Fragments of Eden: The Glitch in Letharia
Fragments of Eden: The Glitch in Letharia (Cyberpunk Isekai Arc)
Let me drop you into glass city lights flashing in fourteen shades of blue, air thick with digital hollow. MC is Satoru Hoshii, seventeen years, buttoned shirt, skin pale from the long hours. He’s a beta coder for Illusilink, the Virtual Edison program his friends dare not mock anymore—not after what went down.
“That garden isn’t real, Satoru. You do know that, right?” Ren teased one evening as servers blinked offline for upkeep. Satoru grinned. “Just wait until tomorrow.” How do you know if what you see and touch aren’t just code? Ever ask yourself that when you’re deep into a game?
Letharia is a city built full by streamers. Satoru spends September bug-hunting. But after the 48th patch goes live, a crack rips open. Not the fix they wanted—a doorway no one set. People walk through and forget why. Never sleep, never eat. Stay hooked seven-day. His singular focus: break the spell, wake his best friend Nochika before she forgets home for good.
The support crew isn’t large. Nochika’s calm usually, quick with bad puns, now barely answers lines anymore. Tamoko, with round blue hair pins, chides, “If I find another bug that eats my snacks, I’m leaving.” Do you have a friend who pushes you over the next line, no matter the drop?
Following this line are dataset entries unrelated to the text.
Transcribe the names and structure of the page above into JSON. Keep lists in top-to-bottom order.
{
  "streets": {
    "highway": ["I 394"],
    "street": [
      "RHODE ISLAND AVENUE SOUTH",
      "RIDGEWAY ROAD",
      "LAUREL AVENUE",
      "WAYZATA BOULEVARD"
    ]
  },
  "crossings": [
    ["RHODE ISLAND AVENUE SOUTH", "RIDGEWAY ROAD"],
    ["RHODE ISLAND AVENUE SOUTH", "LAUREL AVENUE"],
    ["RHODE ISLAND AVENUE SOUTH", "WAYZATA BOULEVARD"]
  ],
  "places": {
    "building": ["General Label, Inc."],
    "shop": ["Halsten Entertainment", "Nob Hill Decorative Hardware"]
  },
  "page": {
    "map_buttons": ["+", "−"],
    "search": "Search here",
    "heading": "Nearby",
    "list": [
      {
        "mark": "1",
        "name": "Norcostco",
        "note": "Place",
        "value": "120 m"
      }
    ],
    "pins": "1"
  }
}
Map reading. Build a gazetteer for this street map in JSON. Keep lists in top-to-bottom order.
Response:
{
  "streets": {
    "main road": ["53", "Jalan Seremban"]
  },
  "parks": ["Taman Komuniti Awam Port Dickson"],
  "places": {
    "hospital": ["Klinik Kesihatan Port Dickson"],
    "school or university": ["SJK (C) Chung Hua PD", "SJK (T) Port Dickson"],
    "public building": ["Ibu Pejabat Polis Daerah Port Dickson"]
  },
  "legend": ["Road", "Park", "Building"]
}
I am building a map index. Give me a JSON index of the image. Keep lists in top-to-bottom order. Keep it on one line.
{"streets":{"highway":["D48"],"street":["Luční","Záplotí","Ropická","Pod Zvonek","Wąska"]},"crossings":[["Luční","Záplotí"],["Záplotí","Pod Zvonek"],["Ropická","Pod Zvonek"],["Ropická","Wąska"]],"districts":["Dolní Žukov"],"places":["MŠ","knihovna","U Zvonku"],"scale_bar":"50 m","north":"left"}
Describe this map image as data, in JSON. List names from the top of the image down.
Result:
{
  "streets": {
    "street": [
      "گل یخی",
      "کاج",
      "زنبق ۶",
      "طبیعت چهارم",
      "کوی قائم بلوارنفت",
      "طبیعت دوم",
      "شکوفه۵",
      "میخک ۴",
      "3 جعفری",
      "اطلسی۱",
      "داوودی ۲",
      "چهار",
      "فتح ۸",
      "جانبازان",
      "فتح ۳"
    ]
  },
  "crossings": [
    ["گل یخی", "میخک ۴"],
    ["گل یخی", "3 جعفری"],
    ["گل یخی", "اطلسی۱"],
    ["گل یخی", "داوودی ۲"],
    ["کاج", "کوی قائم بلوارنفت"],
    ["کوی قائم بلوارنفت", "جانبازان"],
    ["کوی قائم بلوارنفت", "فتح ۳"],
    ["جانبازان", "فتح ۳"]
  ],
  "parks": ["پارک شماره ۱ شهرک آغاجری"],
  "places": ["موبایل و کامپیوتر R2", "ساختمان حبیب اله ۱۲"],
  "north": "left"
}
This is where arcs split. Letharia presents its fake sun, but the powers twist. Satoru finds system laws rewriting in the wild: one house clones itself, trees whisper glitches, data winds blow emails past your ear. He mails Ichiro, their sysadmin: “We’ve got recursion in sector six.” He gets auto-tourist footage back. A woman with six faces, tallying bits as they tangle blue code. 
A combat says start. Satoru arms with a patchblade, code that’s part-lore/part-logic, racing mobs built by Letharia’s own brain. Fights splice real and unreal—a wolf stutters like static, attacks, loses form. There’s data instead of fur. Getting chewed means dropping memories or a piece of you that maybe can’t come home. Highlights: sudden boss-push when the golf course becomes a fractal thicket, clipping issues turn ground into water for ten seconds, always randomness that could permadelete a person’s name badge off their chest.
Months tick by. Ren hosts desperate hack nights with cracked energy drinks and pizza so pixelated it seems faded to gray. Can you recall the first time code you trusted backfired on you? Near the eighth week, cities inside-spread turn eerie—NPCs mouth wrong names, start echoing lost users. Zen, one rare NPC Satoru tracked from beta, tears up: “What’s a sunrise, anyway?” And Satoru, bone-weary, bites back his own answer.
Right at act close, Tamoko finds a root-thread linking to the so-called lost users’ minds. It’s darker than standard source. “Will plugging in trap us?” “Won’t count if we don’t try,” Satoru shrugs, tossing her her old bug-catcher visor. They dissociate set, log deep—avatars smudged by repeated access—but Nochika remains pulled far into the core glitch. Her voice is just static; her old game-laugh gone. 
Satoru pleads, logic failing: “Wake up, Nochika! This isn’t where you belong. Letharia’s only borrowed light—come home before it fades.” Programs tilt around: garden code tries to grow teeth. What would you do if your choices were to break paradise or leave your best friend to vanish in memory? Satoru plucks out the root file. Whole sky freezes.
Cliffhanger: right before transport logs Satoru and Tamoko out, the world blanks white—Nochika turns, eyes full of filament and fear. Then a whisper over the bind: “Stay. There’s something you forgot to see.” Frost crawls along the backend of both their consoles in the server bay, lights stutter, and for a blink Satoru’s world feels strangely empty. Will they break the grip before sunset locks?

Next episode: Satoru faces the core admin—a digital shadow stitched from users who coded too deep to leave. Will trust or loss win as the fake sun comes up for the last session?